No Evangelho, o São Lucas
nos revela o momento em que Jesus foi convidado por um fariseu para comer em
sua casa. Os fariseus conheciam, estudavam e vivenciavam rigorosamente as leis
prescritas por Moisés. O conhecimento e a obediência cega à lei faziam com que
eles desprezassem as pessoas que não a cumpriam com tanta rigorosidade ou que
foram, aos poucos, permitindo que o amor pelo Cristo as inundasse de modo a
repensar a obediência às leis do Antigo Testamento.
O evangelista relata que
o fariseu sentiu-se admirado ao perceber que Jesus havia se sentado à mesa sem
antes lavar as mãos. O Senhor, perscrutando seus pensamentos e sentimentos, respondeu-o:
“Vós fariseus, limpais o copo e o prato
por fora, mas o vosso interior está cheio de roubos e
maldades. Insensatos! Aquele que fez o exterior não fez também o
interior? Antes, dai esmola do que vós possuís e tudo ficará puro para
vós” (Mateus 11, 39-41).
Irmãos, o que Jesus nos
quis dizer não foi que não devemos ter leis ou sermos vigilantes às
prescrições, pelo contrário: O Senhor alertou ao fariseu e nos alerta a
vivenciarmos a lei não porque é lei, mas porque é, antes de tudo, amor. Deus
não quer de nós o mero cumprimento de seus mandamentos, mas que assim o façamos
simplesmente porque suas ordens são a pura demonstração de seu amor e cuidado a
nós.

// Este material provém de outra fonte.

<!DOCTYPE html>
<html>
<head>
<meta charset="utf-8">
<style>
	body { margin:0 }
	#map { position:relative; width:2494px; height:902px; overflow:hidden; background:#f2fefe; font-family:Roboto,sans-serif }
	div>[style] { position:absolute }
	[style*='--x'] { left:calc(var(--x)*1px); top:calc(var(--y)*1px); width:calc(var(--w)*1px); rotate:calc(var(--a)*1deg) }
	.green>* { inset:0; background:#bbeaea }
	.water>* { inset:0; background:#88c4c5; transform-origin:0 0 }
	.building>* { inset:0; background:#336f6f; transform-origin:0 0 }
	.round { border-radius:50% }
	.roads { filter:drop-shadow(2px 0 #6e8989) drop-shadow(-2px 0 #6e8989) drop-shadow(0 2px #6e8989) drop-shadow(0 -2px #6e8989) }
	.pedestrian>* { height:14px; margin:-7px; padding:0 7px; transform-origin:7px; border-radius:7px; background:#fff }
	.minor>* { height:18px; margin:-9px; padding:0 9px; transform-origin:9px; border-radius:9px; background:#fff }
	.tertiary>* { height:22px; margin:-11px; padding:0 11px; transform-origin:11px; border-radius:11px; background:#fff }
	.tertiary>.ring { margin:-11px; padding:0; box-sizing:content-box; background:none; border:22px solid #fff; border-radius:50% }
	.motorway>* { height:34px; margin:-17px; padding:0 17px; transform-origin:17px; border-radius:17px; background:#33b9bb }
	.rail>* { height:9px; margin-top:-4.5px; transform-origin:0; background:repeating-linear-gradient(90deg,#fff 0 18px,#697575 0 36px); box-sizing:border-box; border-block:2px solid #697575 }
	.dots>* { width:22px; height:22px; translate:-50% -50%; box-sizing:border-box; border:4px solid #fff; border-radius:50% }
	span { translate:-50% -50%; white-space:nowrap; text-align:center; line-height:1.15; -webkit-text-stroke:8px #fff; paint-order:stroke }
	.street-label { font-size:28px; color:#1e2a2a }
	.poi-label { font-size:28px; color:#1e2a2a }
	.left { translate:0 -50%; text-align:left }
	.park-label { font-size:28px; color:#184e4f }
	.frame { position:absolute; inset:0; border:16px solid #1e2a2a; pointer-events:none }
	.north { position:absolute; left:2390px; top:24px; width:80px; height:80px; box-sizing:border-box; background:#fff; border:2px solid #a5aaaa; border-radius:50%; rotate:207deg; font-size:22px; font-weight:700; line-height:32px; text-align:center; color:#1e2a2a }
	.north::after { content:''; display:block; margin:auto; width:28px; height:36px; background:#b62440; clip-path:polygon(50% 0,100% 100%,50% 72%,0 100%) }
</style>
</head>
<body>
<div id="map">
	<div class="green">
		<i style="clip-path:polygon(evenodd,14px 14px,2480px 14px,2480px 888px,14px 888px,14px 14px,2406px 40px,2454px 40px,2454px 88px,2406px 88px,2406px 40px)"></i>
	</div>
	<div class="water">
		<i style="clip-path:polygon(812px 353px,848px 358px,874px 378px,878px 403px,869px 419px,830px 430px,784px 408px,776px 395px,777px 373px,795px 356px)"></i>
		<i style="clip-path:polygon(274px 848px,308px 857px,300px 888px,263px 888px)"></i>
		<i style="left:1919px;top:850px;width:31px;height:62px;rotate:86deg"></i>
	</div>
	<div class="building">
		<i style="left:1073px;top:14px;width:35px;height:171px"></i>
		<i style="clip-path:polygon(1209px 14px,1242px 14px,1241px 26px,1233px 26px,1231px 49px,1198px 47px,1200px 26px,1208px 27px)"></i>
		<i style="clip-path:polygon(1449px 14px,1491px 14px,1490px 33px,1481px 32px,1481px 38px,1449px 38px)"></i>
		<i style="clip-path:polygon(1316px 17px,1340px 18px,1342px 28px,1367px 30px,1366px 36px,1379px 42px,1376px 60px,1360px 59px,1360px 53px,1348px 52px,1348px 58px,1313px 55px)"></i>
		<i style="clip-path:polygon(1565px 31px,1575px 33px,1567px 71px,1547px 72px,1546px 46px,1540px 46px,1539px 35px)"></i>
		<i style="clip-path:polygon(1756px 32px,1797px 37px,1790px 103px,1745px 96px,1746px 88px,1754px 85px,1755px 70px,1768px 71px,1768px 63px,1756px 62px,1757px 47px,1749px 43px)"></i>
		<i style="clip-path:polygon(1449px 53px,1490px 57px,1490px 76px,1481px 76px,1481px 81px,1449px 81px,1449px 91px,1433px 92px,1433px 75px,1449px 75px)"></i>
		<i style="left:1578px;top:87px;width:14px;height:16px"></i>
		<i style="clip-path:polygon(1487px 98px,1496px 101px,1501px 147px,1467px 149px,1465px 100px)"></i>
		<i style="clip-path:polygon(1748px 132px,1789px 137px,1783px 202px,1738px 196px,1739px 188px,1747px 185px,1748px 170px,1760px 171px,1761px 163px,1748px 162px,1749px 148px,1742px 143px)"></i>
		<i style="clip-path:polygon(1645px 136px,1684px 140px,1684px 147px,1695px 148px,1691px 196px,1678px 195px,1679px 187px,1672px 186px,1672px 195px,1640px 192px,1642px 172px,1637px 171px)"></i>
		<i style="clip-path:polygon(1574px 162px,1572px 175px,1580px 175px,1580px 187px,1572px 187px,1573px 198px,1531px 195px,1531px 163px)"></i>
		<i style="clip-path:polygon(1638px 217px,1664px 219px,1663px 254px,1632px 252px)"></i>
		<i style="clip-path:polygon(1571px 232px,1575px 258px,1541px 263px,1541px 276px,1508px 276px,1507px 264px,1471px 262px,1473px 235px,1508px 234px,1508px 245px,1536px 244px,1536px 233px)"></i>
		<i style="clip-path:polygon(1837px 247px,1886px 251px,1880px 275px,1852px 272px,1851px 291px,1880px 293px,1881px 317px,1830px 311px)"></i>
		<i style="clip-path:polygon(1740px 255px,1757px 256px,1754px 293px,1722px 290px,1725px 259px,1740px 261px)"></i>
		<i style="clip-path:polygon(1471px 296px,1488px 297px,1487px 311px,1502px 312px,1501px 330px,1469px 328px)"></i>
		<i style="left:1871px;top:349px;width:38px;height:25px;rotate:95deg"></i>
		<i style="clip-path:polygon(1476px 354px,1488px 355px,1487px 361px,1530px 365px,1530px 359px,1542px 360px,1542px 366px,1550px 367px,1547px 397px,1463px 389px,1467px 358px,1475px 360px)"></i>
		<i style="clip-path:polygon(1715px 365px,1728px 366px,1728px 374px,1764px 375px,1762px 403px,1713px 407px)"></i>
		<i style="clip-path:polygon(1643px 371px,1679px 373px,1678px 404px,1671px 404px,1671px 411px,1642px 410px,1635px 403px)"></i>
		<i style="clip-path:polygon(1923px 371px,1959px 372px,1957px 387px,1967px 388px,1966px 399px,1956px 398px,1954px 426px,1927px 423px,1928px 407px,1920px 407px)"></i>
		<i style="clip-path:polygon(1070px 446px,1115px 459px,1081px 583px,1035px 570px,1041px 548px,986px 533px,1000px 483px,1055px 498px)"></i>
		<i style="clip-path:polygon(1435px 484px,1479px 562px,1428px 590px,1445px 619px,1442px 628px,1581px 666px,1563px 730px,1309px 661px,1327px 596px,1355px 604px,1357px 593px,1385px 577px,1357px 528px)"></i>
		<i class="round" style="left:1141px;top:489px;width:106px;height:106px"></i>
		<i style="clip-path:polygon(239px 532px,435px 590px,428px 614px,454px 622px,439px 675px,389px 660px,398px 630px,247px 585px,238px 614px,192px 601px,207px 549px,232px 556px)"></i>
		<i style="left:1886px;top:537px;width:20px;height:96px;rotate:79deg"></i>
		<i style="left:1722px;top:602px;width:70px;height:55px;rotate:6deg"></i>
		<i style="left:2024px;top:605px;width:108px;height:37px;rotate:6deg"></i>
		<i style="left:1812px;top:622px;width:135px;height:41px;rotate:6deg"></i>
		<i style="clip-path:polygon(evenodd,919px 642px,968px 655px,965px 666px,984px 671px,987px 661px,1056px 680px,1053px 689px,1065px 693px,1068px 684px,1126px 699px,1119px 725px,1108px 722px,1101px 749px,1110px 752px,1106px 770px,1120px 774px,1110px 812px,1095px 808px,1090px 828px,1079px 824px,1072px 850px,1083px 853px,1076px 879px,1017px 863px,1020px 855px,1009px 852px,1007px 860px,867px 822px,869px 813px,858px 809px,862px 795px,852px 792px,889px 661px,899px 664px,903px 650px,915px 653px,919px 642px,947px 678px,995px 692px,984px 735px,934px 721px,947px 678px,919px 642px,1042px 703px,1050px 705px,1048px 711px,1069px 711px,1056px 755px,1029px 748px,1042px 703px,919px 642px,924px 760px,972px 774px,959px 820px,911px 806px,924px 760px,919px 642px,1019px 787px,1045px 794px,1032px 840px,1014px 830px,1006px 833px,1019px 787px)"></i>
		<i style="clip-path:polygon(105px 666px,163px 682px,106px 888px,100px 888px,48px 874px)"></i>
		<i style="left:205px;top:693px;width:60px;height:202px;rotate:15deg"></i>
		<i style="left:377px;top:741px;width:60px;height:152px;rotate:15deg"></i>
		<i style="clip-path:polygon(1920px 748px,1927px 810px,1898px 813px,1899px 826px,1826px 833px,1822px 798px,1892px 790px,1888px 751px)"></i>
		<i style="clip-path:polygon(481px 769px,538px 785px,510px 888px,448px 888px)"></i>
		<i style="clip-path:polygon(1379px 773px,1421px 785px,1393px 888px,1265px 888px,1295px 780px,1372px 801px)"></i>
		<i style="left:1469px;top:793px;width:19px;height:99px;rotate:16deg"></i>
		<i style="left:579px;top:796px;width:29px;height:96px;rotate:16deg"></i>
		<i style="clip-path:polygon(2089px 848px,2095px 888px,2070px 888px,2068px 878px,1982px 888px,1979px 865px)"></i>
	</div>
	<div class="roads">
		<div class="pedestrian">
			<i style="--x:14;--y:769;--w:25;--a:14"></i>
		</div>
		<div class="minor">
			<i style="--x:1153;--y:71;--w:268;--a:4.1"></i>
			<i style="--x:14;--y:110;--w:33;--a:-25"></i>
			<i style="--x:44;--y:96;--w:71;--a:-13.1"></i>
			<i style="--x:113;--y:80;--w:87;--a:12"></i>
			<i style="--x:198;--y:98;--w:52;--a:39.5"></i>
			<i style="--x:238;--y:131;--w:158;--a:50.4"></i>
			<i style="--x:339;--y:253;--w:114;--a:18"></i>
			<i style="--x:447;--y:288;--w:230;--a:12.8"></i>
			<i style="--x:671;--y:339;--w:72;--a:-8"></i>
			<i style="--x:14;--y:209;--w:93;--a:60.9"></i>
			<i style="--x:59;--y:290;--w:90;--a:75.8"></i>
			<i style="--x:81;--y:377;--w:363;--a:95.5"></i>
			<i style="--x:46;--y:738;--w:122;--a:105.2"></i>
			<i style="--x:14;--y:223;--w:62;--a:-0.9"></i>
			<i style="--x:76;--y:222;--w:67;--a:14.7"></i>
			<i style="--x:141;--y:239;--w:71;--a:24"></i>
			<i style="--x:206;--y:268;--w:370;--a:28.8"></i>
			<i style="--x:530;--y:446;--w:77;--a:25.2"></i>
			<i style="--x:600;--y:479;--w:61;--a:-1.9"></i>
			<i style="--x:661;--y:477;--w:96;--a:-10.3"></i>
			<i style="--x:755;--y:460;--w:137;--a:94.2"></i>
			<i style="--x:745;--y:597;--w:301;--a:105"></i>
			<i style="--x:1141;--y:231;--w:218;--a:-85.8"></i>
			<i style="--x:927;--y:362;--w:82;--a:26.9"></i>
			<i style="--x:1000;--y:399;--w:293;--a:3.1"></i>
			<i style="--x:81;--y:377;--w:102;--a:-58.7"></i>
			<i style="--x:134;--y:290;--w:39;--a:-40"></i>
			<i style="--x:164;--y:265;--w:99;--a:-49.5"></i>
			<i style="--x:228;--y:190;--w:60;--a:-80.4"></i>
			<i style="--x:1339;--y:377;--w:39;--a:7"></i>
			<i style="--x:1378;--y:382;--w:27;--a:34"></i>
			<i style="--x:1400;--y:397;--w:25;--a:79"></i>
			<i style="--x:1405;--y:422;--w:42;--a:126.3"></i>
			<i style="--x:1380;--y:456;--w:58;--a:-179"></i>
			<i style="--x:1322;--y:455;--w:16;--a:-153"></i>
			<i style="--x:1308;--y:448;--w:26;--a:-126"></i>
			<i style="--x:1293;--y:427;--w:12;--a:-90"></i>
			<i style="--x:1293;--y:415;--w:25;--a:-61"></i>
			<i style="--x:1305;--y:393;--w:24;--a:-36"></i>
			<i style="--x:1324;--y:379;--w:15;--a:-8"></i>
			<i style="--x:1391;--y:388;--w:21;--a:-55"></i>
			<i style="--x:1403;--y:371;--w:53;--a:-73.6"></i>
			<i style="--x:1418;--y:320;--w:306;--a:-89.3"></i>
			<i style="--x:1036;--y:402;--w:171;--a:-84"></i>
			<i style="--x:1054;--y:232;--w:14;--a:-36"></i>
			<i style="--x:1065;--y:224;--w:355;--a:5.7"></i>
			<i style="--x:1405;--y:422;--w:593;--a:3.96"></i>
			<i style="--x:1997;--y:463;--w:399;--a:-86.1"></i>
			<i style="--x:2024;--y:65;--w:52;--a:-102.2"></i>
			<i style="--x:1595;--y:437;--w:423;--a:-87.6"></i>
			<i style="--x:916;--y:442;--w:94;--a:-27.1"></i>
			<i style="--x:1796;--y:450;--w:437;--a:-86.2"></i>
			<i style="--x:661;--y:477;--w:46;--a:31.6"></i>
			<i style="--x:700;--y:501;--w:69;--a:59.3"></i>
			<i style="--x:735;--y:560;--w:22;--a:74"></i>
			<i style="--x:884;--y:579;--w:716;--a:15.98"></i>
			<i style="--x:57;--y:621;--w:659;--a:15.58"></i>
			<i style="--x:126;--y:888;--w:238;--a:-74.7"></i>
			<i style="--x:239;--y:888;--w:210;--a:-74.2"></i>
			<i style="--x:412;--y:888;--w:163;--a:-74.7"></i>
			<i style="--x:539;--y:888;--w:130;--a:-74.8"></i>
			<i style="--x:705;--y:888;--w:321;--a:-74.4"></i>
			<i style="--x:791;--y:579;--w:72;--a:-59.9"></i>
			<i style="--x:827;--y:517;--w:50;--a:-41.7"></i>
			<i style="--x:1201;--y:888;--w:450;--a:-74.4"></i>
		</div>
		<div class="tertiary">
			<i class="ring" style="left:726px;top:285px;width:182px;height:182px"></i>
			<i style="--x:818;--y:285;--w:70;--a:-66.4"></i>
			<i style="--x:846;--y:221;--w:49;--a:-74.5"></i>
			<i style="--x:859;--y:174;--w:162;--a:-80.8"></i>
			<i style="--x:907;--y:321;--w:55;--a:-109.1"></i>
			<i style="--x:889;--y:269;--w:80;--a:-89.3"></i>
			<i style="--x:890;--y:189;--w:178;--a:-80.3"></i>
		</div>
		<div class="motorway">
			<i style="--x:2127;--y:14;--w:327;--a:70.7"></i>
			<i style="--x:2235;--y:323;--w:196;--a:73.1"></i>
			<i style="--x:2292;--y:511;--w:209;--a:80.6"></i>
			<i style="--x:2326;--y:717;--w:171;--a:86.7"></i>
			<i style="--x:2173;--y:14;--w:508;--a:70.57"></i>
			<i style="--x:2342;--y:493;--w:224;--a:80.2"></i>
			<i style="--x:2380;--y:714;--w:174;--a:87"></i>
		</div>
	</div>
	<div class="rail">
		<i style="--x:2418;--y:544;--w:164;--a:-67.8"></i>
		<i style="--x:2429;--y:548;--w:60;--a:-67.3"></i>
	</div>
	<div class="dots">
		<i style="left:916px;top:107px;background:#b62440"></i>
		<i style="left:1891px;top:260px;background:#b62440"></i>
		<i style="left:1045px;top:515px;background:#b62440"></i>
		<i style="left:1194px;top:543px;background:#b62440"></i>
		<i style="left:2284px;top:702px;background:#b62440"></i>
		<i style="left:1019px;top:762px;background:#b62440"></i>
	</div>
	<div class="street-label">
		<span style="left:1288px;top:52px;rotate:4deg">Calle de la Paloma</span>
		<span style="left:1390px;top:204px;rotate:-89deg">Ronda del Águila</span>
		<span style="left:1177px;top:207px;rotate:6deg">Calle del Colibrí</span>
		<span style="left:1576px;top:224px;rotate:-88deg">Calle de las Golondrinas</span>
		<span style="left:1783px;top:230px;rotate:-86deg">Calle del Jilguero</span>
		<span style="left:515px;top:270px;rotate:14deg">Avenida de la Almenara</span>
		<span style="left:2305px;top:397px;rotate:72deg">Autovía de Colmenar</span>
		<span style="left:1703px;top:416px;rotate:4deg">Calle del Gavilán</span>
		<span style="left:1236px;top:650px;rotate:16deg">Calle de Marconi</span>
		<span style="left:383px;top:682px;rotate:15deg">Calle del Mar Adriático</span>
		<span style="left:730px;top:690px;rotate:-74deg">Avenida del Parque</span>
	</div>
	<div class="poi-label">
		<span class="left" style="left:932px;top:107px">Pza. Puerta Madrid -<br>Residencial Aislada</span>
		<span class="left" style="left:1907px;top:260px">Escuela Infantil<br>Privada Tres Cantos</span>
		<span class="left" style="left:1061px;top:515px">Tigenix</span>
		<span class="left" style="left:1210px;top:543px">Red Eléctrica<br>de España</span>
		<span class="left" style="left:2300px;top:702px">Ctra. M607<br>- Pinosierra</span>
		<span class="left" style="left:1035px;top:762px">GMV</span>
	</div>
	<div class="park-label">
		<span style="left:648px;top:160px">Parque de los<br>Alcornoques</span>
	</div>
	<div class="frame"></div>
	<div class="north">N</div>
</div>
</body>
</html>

A exortação do Cristo é para que sejamos irrepreensíveis na realização de
seus preceitos porque estas nos instruem no caminho até a sua misericórdia. O
mandamento pelo mandamento não nos faz santos, o que nos santifica e nos leva
para o Céu é o amor com o qual realizamos os desígnios do Pai em nossas vidas e
permitimos que, por meio de nossas atitudes diárias, Ele se manifeste a nós e
nos liberte para sermos verdadeiramente felizes em Sua presença.
Amados, a Nossa Santa Mãe
Igreja nos traz uma série de prescrições, tanto no que diz respeito à Liturgia,
quanto nos que se refere às nossas vidas cotidianas e que, portanto, também
exercem o papel de manifestação da vontade do Senhor para cada um de nós. Mas
como temos vivenciado isso? Será que simplesmente obedecemos por obedecer, ou
desempenhamos cada uma dessas prescrições porque entendemos que elas são um
sinal do amor do Senhor por nós?
Querem um exemplo? O
terceiro mandamento do Senhor é “Guardar domingos e festas” e a Santa Igreja
nos exorta a participarmos da Santa Missa, pelo menos, todos os domingos. O
Catecismo Jovem da Igreja Católica (número 219, página 131) afirma que:
“O
compromisso de um cristão católico é ir à Santa Missa todos os domingos e
festas de guarda. Quem realmente procura a amizade com Jesus aceita, sempre que
pode, o convite pessoal de Jesus para a Ceia. Na verdade, “obrigação de ir à
Missa” é para um cristão autêntico uma expressão tão inadequada como “obrigação
de dar um beijo” para quem está realmente apaixonado. Ninguém consegue ter uma
relação viva com Cristo se não vai onde Ele espera por nós”
Portanto, irmãos, o que
precisamos é entender que os mandamentos do Senhor por Moisés foram aprimorados
quando o próprio Deus se fez carne e, vivendo em nosso meio, suscitou aqui na
Terra os seus discípulos que, por sua vez, levando adiante a sua Palavra, deram
origem ao que hoje carinhosamente e respeitosamente chamamos de Igreja Católica
Apostólica Romana. Assim sendo, a Igreja não quer propor meramente algumas
regras de comportamento ou estabelecer determinadas atitudes, mas sim mostrar
que, por meio da vivência das mesmas, Deus se faz presente em nossas vidas
diárias, tanto quanto se fez presente na mesa do fariseu. Chegamos abertos e,
de bom coração, aceitemos as verdades do Senhor reveladas a nós por meio de Sua
Igreja. Sejamos obedientes não porque nos sentimos obrigados, mas porque temos
a total consciência e o entendimento de que tudo isso é a mais linda
manifestação do amor e da misericórdia do Senhor. Vivamos com muito amor a sua
vontade, façamos dela o desejo de nosso coração, a aspiração mais pura e
sincera de nossa alma e veremos o quanto somos amados e capacitados a amar.
Paz e bem! Santa
terça-feira a todos nós!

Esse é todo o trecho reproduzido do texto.